Treatment of chlamydia has a high rate of success when correctly taken as prescribed. An antibiotic is prescribed in either a single or 7-day regimen, depending on patient history and health factors. To avoid reinfection, sexual activity should be avoided for a full seven days after the completion of treatment to ensure the infection has been completely eradicated from the system. 

If symptoms persist seven days after treatment has been completed, the patient should seek medical follow up immediately as other factors could be present. Proper medication will cure most cases of chlamydia, but if any other damage has occurred due to a prolonged infection, additional medical advice or treatment will be required. 

Anyone treated for chlamydia should be retested within three months of initial treatment regardless if they believe that their partners were successfully treated.


Chlamydia infections are very common, widespread, and easily transmitted through the act of oral sex as well as vaginal and anal sex. While oral sex carries a slightly reduced risk of transmission compared to vaginal or oral sex, the prevalence of oral infection is high and having an oral infection of chlamydia, and some other STDs can place one at higher risk of contracting HIV. 

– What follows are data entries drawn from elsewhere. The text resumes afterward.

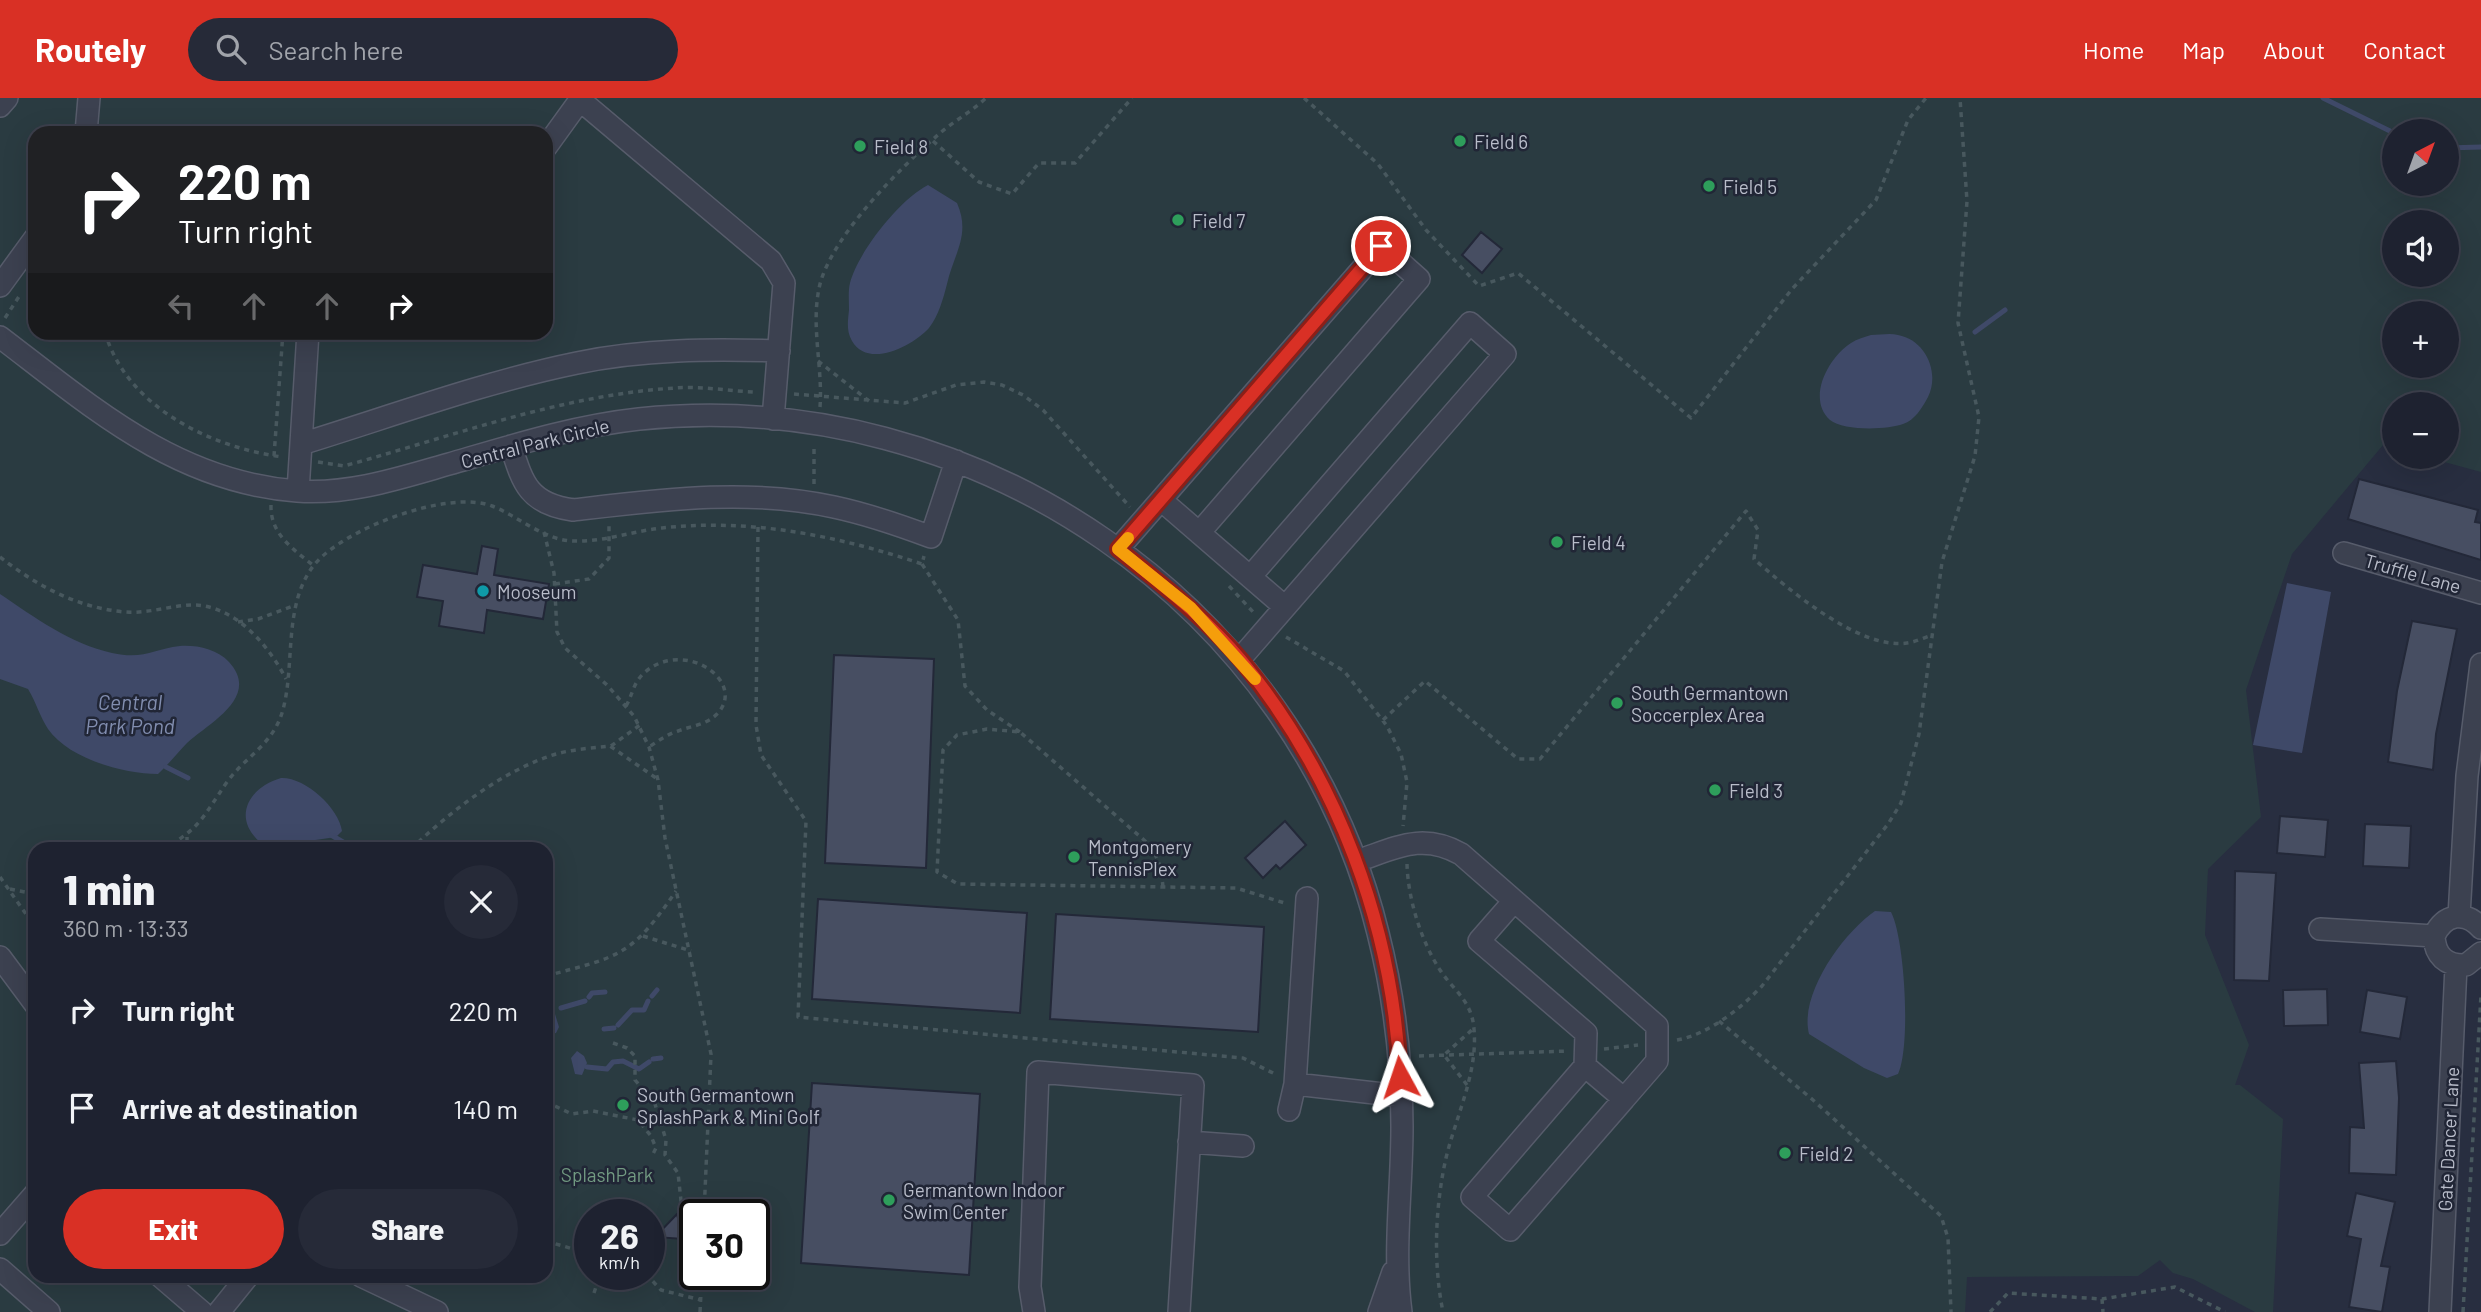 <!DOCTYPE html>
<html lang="en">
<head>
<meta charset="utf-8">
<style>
  body { margin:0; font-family:Barlow,sans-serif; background:#262a38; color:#f1f3f6; height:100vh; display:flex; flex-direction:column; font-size:26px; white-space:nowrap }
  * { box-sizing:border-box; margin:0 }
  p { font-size:23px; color:#a1a4ab }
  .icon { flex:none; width:38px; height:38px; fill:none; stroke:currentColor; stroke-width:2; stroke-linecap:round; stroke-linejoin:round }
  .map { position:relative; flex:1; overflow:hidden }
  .details { position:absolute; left:28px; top:744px; width:525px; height:441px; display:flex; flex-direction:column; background:#1e2230; border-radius:21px; box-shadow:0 7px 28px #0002,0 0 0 2px #3c3f4c }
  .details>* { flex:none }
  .guide { position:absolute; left:28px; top:28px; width:525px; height:214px; border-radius:21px; box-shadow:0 7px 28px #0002,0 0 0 2px #3c3f4c; background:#202124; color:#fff; overflow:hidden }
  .needle { width:46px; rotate:41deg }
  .controls { position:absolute; left:2382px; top:21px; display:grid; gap:14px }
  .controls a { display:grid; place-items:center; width:77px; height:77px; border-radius:50%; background:#1e2230; box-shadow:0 7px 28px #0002,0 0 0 2px #3c3f4c; font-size:35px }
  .speed { position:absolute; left:574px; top:1101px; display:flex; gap:14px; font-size:35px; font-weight:700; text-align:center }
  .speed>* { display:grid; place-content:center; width:91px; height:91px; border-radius:50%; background:#1e2230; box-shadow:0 7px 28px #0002,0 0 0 2px #3c3f4c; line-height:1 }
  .speed small { font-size:18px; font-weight:400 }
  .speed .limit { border:4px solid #111; border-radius:10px; background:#fff; color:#111 }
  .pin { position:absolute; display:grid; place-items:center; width:60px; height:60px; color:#fff; margin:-30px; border:4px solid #fff; border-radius:50%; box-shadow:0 2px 7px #0007 }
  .me { position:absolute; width:77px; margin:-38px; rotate:355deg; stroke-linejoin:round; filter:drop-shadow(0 0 5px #0008) }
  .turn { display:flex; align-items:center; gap:24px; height:147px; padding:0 35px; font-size:32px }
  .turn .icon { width:91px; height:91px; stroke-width:2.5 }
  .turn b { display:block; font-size:49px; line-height:60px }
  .lanes { display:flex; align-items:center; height:66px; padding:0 35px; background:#0003; justify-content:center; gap:35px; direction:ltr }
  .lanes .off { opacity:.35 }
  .round { display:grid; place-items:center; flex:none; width:74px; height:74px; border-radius:37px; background:#262a38 }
  .overview { display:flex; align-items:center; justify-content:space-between; height:119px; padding:0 35px }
  h1 { font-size:42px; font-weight:800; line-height:52px }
  .primary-button { display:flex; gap:14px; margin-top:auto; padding:14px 35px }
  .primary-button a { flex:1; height:80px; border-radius:42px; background:#d93025; color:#fff; font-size:28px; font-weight:800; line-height:80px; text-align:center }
  .primary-button a+a { background:#262a38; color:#f1f3f6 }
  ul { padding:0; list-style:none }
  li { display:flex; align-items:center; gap:21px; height:98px; padding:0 35px }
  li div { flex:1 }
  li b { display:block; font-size:26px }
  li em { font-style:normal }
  header { display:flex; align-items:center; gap:42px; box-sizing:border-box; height:98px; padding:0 35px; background:#d93025; color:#fff }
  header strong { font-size:33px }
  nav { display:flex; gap:38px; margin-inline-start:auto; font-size:24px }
  .search { width:490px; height:63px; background:#262a38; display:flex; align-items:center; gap:18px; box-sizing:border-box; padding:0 24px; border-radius:38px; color:#a1a4ab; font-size:26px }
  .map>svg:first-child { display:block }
  .green { fill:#2a3b41; fill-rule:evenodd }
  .water { fill:#3f4968 }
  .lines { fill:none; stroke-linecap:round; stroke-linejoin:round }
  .stream { stroke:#3f4968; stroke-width:5 }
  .building { fill:#474e62; stroke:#232838; stroke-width:2 }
  .minor-casing { stroke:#575c6b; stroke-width:24 }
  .path { stroke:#48585e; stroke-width:3.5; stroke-dasharray:5 5; stroke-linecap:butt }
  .minor { stroke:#3c4150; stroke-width:21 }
  .route-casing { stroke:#8d1f18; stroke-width:18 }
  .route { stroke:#d93025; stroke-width:12 }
  .slow { stroke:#f59e0b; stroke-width:12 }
  .leisure-dot { fill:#2e9e5b; stroke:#212636; stroke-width:2.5 }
  .culture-dot { fill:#0f9aa8; stroke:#212636; stroke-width:2.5 }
  .labels { text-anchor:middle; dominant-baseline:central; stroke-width:5; stroke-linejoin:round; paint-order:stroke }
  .poi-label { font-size:19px; fill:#b9bdca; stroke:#212636; text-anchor:start }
  .street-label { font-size:19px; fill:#b9bdca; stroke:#212636 }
  .park-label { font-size:19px; fill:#729a82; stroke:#212636 }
  .water-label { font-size:21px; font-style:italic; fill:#828eb0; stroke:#212636 }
</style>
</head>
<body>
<header>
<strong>Routely</strong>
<div class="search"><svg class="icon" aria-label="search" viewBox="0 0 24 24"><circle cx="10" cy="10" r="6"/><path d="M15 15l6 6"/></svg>Search here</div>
<nav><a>Home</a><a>Map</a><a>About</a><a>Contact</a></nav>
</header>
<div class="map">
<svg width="2481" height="1214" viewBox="0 0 2481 1214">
  <rect width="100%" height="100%" fill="#282e40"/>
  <path class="green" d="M0,0h2481v374l-55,-15h20v-53h-52v44l-11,-3 -91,109 -46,136 15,127 -53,52 -3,66 44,110 -14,40h5l43,34 -10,193h-18l-62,-33 -20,-6 -13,-13 -22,16 -171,1 -2,35h-1965zM2394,33h52v53h-52zM35,35h511v199h-511zM2394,124h52v53h-52zM2394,215h52v53h-52zM35,751h511v427h-511zM590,1116h59v60h-59zM695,1116h59v60h-59z"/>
  <path class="water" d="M928,87l29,18c14,32 -3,50 -10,81 -4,15 -8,31 -18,44 -16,18 -61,41 -77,13 -6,-10 -4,-21 -3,-31 0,-9 -1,-19 1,-27 8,-31 50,-84 78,-98z
    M1871,237c9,0 19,-2 27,0 28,5 42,38 30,62 -6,11 -13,23 -25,27 -16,6 -60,7 -73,-4 -24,-22 -1,-63 21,-77 6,-4 14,-6 20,-8z
    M2287,485l44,9 -29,161 -49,-8z
    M0,496c34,23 71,50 112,59 32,7 41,-4 68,-7 17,-1 37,3 49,16 32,35 -20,61 -42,81 -10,10 -18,21 -29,31 -34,0 -89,-15 -110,-45 -8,-12 -12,-27 -20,-40l-28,-10z
    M281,680c24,-1 58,30 61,53l-6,6 -69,10c-36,-23 -23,-58 14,-69z
    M1875,813l16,1c14,27 20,135 7,162l-11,4 -23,-10 -55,-34c-10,-40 34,-101 66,-123z
    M550,913l5,3 4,13 -3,6 -8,2 -2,-23z
    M577,953l7,5 3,7 -5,12 -7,-1 -4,-16z"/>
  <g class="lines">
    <path class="stream" d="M2323,0l71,35
      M2446,50l35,-1
      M1975,234l30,-22
      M166,669l22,11
      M331,737l24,14
      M652,898l5,-6
      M589,899l3,-4 13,-1
      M561,910l24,-7
      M618,927l14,-15h12l4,-9
      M604,931l10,-1
      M653,961l8,-1
      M587,969l20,2 6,-7 10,-1 16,8 10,-7
      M727,1105l15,11"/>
  </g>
  <path class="building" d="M1481,134l21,17 -20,24 -20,-18z
    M2359,381l119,31 -3,12 6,1v37l-133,-41z
    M482,448l16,3 -4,26 55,9 -6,35 -56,-9 -3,23 -45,-7 4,-25 -26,-4 6,-32 54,9z
    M2412,523l45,8 -21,105 -3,36 -45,-8 9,-71z
    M834,557l100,4 -8,209 -101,-5z
    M2280,718l48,4 -3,37 -48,-4z
    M1285,723l21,24 -26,24 -4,-4 -13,13 -18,-20z
    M2365,726l46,2 -2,42 -46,-2z
    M2235,773l41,2 -7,108 -35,-1z
    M818,801l209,14 -7,100 -208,-14z
    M1056,816l208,13 -6,105 -208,-13z
    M2327,891l1,36 -44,1 -1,-36z
    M2367,892l40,7 -7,42 -40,-7z
    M2396,963l3,37 -3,77 -47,-2 1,-46 14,1 -5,-65z
    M812,985l168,11 -11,181 -168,-12z
    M2356,1095l39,9 -14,64 9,1 -8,45 -33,-5 12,-68 -14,-3z
    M677,1116l6,25 -28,-2z"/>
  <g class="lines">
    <defs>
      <path id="minor" d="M0,8l7,-8
        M86,35l3,-35
        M546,49l34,-47 191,161 13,22 -11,136
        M0,188l35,-48
        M0,239c92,70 176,145 297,154 52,4 103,-13 152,-27 62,-18 125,-38 190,-45 336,-35 658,185 739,514 16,63 24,129 24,194 0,62 -9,124 -1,185
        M301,346c91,-28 183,-62 276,-81 66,-14 135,-14 202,-12
        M511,348c12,38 18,58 62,64 86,-10 174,-22 261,-3 33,7 65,18 97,30l25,-76
        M298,393l10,-159
        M1161,402l124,107
        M1118,451l264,-303 37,33 -220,254
        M2344,455l137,40
        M1240,561l265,-305 -35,-31 -220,254
        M1357,763c39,-13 65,-29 104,-7l196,172v35l-33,38 -39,-33 1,-33 -107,-92 35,-40
        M1307,800l-12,186 106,12
        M2459,818l8,-140 14,-112
        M2481,830c-16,-18 -37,-14 -47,8 1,20 12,30 32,29l15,-12
        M2320,831l114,7
        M0,859l35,47
        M1585,968l-113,131 38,33 114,-131
        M1289,1012l6,-26
        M1189,1044l54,4
        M0,1136l35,-40
        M0,1171l49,43
        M160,1178l42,36
        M361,1178l76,36
        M219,1214l29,-36
        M1034,1214l-4,-25 8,-215 155,13 -14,227
        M1379,1214l14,-40
        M2440,1214l16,-346"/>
    </defs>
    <use href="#minor" class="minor-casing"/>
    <path class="path" d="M1304,0l74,66 48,66 53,56 39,-13 173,145 101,-129 84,-89 32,-80 18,-22
      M933,43l46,41 33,12 27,-31h36l57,-65
      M27,187h8
      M5,220l15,-23
      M105,234c21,75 107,116 178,125
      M818,263l51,40
      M794,296l111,9 51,-18 28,-3 18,3 21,10 20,15 87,97
      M820,309c3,-41 -10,-82 0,-123 13,-49 80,-116 119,-150 15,-13 32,-22 47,-36
      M274,358l9,-124
      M318,364l26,4c109,-30 218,-71 331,-78 26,-2 54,3 80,4
      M814,386v-38
      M271,407c-1,29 22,44 43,61
      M758,429l-2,198 5,30 45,66 -8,196 445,41 34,17
      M544,434l10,41 3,59 8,16 42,37 27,31 15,31 9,33 7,58 46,216 -7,160
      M0,459c37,29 78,51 125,55 23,2 47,-7 69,-7 42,1 75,41 92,74
      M922,466l36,56 7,66 22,24 33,22
      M555,486l34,-5 20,-21v-33
      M1229,488l26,28
      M238,524l20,-3 38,-14
      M1286,539l58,34 43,55 14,28 6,28 -4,44
      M626,608c7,-12 7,-23 18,-33 40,-36 104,9 73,41 -11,11 -26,12 -39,17 -10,3 -20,10 -29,16
      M1383,622l42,-39 93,78h22l206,-248 12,19 -4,29c34,30 105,91 153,84 9,-1 18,-6 26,-8
      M611,648l29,-21
      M187,739v12
      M162,751c38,-19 42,-34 65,-67 18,-25 45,-37 55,-69 14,-46 0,-107 32,-148 29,-36 134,-76 178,-59 26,10 53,35 82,35 30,1 59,-10 88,-13 88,-10 177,8 260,36l2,-8
      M411,751c40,-38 92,-79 145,-95 18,-5 37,-6 54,-8l46,32
      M1407,766c1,35 14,77 33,106 14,21 32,31 34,59 4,44 -18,87 -28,129 -11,49 -13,105 -3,154
      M0,779l35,50
      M1163,789l-2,-19 -9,-21 -132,-115 -33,-3 -30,6 -14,15 -6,122 21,12 278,4 52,16
      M10,791l25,5
      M643,838l48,15
      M546,878c74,-20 85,-19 130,-85
      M1719,923l94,79 128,116 7,22 3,74
      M1677,942c32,-6 63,-31 85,-54l126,-162 13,-21 18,-69 23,-172 33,-106 4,-39 -21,-94 9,-122 -7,-103
      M613,945l14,5 8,8v24l20,24 11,36 -1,15 13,18 5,46
      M1604,951l34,-4
      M1419,958l149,-5
      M1467,987l-23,-30 30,-27
      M546,1004l26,12 21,-3 45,9 13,16 5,12 -3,6
      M546,1129l5,2 1,-3
      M546,1143l44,13
      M546,1144l5,-13
      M646,1176l15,16 40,10
      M594,1195l6,-19
      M2102,1201l1,13
      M700,1214l2,-38
      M1990,1214l18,-19 94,6 73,-12 50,25
      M2463,1214l18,-317"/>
    <use href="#minor" class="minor"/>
  </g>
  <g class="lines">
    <defs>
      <path id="route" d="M1381,148l-263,303c43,35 87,68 123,111 96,117 152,266 159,417"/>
    </defs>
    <use href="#route" class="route-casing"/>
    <use href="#route" class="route"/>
    <path class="slow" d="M1128,440l-10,11 73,59 64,71"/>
  </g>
  <g class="leisure-dot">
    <circle cx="1460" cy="43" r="7"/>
    <circle cx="860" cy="48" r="7"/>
    <circle cx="1709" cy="88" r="7"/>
    <circle cx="1178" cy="122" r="7"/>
    <circle cx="1557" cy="444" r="7"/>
    <circle cx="1617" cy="605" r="7"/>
    <circle cx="1715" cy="692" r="7"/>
    <circle cx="1074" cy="759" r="7"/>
    <circle cx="623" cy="1007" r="7"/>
    <circle cx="1785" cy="1055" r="7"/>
    <circle cx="889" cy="1102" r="7"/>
  </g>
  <circle class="culture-dot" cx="483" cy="493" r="7"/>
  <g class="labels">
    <g class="poi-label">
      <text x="1474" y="43">Field 6</text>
      <text x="874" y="48">Field 8</text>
      <text x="1723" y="88">Field 5</text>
      <text x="1192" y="122">Field 7</text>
      <text x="1571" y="444">Field 4</text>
      <text x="497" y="493">Mooseum</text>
      <text x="1631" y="594">South Germantown<tspan x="1631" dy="22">Soccerplex Area</tspan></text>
      <text x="1729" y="692">Field 3</text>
      <text x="1088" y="748">Montgomery<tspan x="1088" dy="22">TennisPlex</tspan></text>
      <text x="637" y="996">South Germantown<tspan x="637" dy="22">SplashPark &amp; Mini Golf</tspan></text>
      <text x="1799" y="1055">Field 2</text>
      <text x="903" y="1091">Germantown Indoor<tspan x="903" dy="22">Swim Center</tspan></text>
    </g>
    <g class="street-label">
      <text transform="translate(535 345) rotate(-14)">Central Park Circle</text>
      <text transform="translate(2413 475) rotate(16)">Truffle Lane</text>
      <text transform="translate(2448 1041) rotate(-87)">Gate Dancer Lane</text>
    </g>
    <g class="park-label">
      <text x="607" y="1076">SplashPark</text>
    </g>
    <g class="water-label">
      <text x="130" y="603">Central<tspan x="130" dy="24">Park Pond</tspan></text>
    </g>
  </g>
</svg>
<div class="controls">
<a><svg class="needle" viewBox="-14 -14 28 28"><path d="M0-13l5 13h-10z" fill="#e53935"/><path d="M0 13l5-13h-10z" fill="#a1a4ab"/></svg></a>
<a><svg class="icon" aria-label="sound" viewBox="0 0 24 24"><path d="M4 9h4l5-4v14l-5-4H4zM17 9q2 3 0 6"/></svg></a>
<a>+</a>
<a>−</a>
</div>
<div class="speed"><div>26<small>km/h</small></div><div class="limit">30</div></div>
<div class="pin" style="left:1381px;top:148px;background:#d93025"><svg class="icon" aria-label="arrive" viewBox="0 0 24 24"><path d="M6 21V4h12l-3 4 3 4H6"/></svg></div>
<svg class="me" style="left:1400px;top:979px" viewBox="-20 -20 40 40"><path d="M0-17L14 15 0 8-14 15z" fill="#d93025" stroke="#fff" stroke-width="4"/></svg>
<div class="guide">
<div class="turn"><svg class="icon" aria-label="right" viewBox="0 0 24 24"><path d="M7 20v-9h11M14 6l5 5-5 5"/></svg><div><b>220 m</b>Turn right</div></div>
<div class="lanes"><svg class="icon off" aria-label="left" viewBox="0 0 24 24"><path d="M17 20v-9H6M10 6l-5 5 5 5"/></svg><svg class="icon off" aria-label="ahead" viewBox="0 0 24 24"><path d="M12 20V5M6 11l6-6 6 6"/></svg><svg class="icon off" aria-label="ahead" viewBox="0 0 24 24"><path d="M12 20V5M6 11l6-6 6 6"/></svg><svg class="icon" aria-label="right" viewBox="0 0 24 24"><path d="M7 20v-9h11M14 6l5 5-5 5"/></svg></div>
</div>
<section class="details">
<div class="overview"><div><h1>1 min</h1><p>360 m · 13:33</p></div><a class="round"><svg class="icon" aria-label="close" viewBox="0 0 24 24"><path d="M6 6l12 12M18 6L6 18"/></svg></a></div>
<ul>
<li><svg class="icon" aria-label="right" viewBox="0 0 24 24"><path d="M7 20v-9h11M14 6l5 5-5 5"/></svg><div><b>Turn right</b></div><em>220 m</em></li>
<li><svg class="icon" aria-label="arrive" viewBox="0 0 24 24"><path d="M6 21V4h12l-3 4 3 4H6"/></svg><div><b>Arrive at destination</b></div><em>140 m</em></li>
</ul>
<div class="primary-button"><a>Exit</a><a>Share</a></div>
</section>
</div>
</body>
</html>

While chlamydia is an easily treatable disease it often goes undetected because it does not always present symptoms. Routine screening is advised in any sexually active individual in order to identify and treat and reduce the spread of chlamydia.

The best way to avoid a chlamydia infection or other STD is to abstain from any kind of sex. Where abstinence is not an option, one should try to reduce the number of lifetime sexual partners or maintain a mutually monogamous relationship. Following the “Three C’s” of safe sex: Consistent, Correct Condom Use will significantly reduce the risk of infection and transmission. 

Anytime there is a change in sexual partner(s) it is important to be screened for chlamydia and other STD’s before sexual contact is made to identify and address any potential sexual health risks. Open and honest communication with a primary care physician as well as sexual partners is vital to sexual health and wellbeing.

Minors can retrieve screening and treatment for STDs without parental consent but depending on the State laws, parents or guardians may or may not be notified or made aware of treatment either by the treating facility of the insurance billing. Children under the age of 14 with a Chlamydia or other STD infection should be considered at risk of sexual abuse and proper reporting and follow up should be conducted.

Pregnant women should be tested for chlamydia and can be treated during pregnancy along with their sexual partner(s).

While treatment of chlamydia infection has a high rate of success, it will not resolve any additional issues that may have resulted from a prolonged infection. Treatment is typically given in a single or 7-day dose regime of antibiotics, which will be prescribed based on individual health and history. Individuals being treated for chlamydia should abstain from all sexual activity for seven days after the completion of treatment and retest for infection should be conducted within three months of initial treatment.